What I originally thought I would do:

1. Buy plywood skirting. 
2. Cover inside of skirting with reflective heat barrier.
3. Cover reflective heat barrier in #2 with housing insulation (fiberglass).
4. Set up skirting around entire rig and slide outs. Seal skirting with great stuff foam sealant. Seal plywood to camper with foam strip insulation.
5. Buy a couple ceramic heaters and strategically place them under the rig. Turn on at 10 degrees and run until it gets over 10.
6. Wrap water line and spigot with heat tape and insulate heavily.
7. Get sewer setup right (short, straight shot to dump).
8. Buy a couple safe heaters to run inside rig. Set them to come on at 65.
9. Set furnace to come on at 55.
10. Get setup with a big propane bottle and get setup on a route so it is filled every week ($$$$).
11. Dehumidifier...
12. Might have to put reflective barrier over windows on the inside of the rig.

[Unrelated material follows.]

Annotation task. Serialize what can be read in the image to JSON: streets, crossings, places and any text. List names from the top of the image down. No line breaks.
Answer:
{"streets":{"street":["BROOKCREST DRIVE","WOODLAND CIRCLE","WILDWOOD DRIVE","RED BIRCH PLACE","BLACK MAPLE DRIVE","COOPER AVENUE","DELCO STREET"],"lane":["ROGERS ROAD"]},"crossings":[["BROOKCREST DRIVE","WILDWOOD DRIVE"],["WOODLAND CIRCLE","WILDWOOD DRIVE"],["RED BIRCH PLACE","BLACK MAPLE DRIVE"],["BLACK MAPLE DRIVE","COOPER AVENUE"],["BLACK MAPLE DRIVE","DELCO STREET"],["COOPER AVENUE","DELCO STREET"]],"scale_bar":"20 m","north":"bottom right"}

What I have done after swapping from a 3 season to a 4 season rig,talking to Carey, doing some research and talking to locals:
1. Buy a heated water hose. Insulate hose and tape it, leaving integrated thermostat exposed. Insulate all the way to where it enters the trailer underneath.
2. Build hard line sewer pipe/fittings. Build connection, straight shot to dump.
3. Buy 2x4's, build a frame on the ground that follows outside edges of trailer and slides.
4. Buy 1" EPS Foam boards with reflective siding.
5. Buy 3" and 2" rolls of aluminum tape.
6. Build skirt with foam boards, taping well to trailer. Skirt area between slides with a slope to allow snow and ice to melt and run off. Brace sloped foam board from underneath.
7. Screw foam boards to frame using large fender washers to hold the boards to the frame.
8. Fill gaps from inside with Great Stuff.
9. Fill gaps between board and ground with wood shims, cover shims and other such gaps with dirt (not shown in pictures).
10. Strategically position ceramic heaters in trailer, fiddling with settings to allow furnace to come on often enough to keep underbelly from freezing. These heaters are all the kind that shut off if knocked over (we have 4 kids between 1 and 10).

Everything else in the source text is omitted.